TASK DATA:
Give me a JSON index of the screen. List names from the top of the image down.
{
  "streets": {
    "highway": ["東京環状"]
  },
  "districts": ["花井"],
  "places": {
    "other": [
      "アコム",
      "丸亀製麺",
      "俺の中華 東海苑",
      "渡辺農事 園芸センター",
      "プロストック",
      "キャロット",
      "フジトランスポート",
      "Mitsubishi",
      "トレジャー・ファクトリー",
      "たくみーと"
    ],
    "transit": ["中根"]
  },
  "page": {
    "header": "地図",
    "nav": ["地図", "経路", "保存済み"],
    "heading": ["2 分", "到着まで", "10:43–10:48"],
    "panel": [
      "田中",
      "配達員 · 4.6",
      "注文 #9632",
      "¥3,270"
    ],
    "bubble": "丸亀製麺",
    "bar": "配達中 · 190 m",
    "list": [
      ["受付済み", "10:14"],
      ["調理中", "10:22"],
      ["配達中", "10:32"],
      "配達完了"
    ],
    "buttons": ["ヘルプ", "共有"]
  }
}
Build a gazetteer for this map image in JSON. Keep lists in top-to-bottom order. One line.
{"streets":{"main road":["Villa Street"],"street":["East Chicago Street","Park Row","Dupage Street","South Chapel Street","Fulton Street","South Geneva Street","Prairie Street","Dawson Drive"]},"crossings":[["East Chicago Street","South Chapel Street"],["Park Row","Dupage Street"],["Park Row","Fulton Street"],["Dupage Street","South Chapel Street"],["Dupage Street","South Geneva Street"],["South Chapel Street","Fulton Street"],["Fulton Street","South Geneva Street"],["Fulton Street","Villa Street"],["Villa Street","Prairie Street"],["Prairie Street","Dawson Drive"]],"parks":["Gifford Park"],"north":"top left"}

TRY IT: Retype each record, matching it exactly.

TASK SOLUTION:
Give me a JSON index of the screen. List names from the top of the image down.
{
  "streets": {
    "highway": ["東京環状"]
  },
  "districts": ["花井"],
  "places": {
    "other": [
      "アコム",
      "丸亀製麺",
      "俺の中華 東海苑",
      "渡辺農事 園芸センター",
      "プロストック",
      "キャロット",
      "フジトランスポート",
      "Mitsubishi",
      "トレジャー・ファクトリー",
      "たくみーと"
    ],
    "transit": ["中根"]
  },
  "page": {
    "header": "地図",
    "nav": ["地図", "経路", "保存済み"],
    "heading": ["2 分", "到着まで", "10:43–10:48"],
    "panel": [
      "田中",
      "配達員 · 4.6",
      "注文 #9632",
      "¥3,270"
    ],
    "bubble": "丸亀製麺",
    "bar": "配達中 · 190 m",
    "list": [
      ["受付済み", "10:14"],
      ["調理中", "10:22"],
      ["配達中", "10:32"],
      "配達完了"
    ],
    "buttons": ["ヘルプ", "共有"]
  }
}
Build a gazetteer for this map image in JSON. Keep lists in top-to-bottom order. One line.
{"streets":{"main road":["Villa Street"],"street":["East Chicago Street","Park Row","Dupage Street","South Chapel Street","Fulton Street","South Geneva Street","Prairie Street","Dawson Drive"]},"crossings":[["East Chicago Street","South Chapel Street"],["Park Row","Dupage Street"],["Park Row","Fulton Street"],["Dupage Street","South Chapel Street"],["Dupage Street","South Geneva Street"],["South Chapel Street","Fulton Street"],["Fulton Street","South Geneva Street"],["Fulton Street","Villa Street"],["Villa Street","Prairie Street"],["Prairie Street","Dawson Drive"]],"parks":["Gifford Park"],"north":"top left"}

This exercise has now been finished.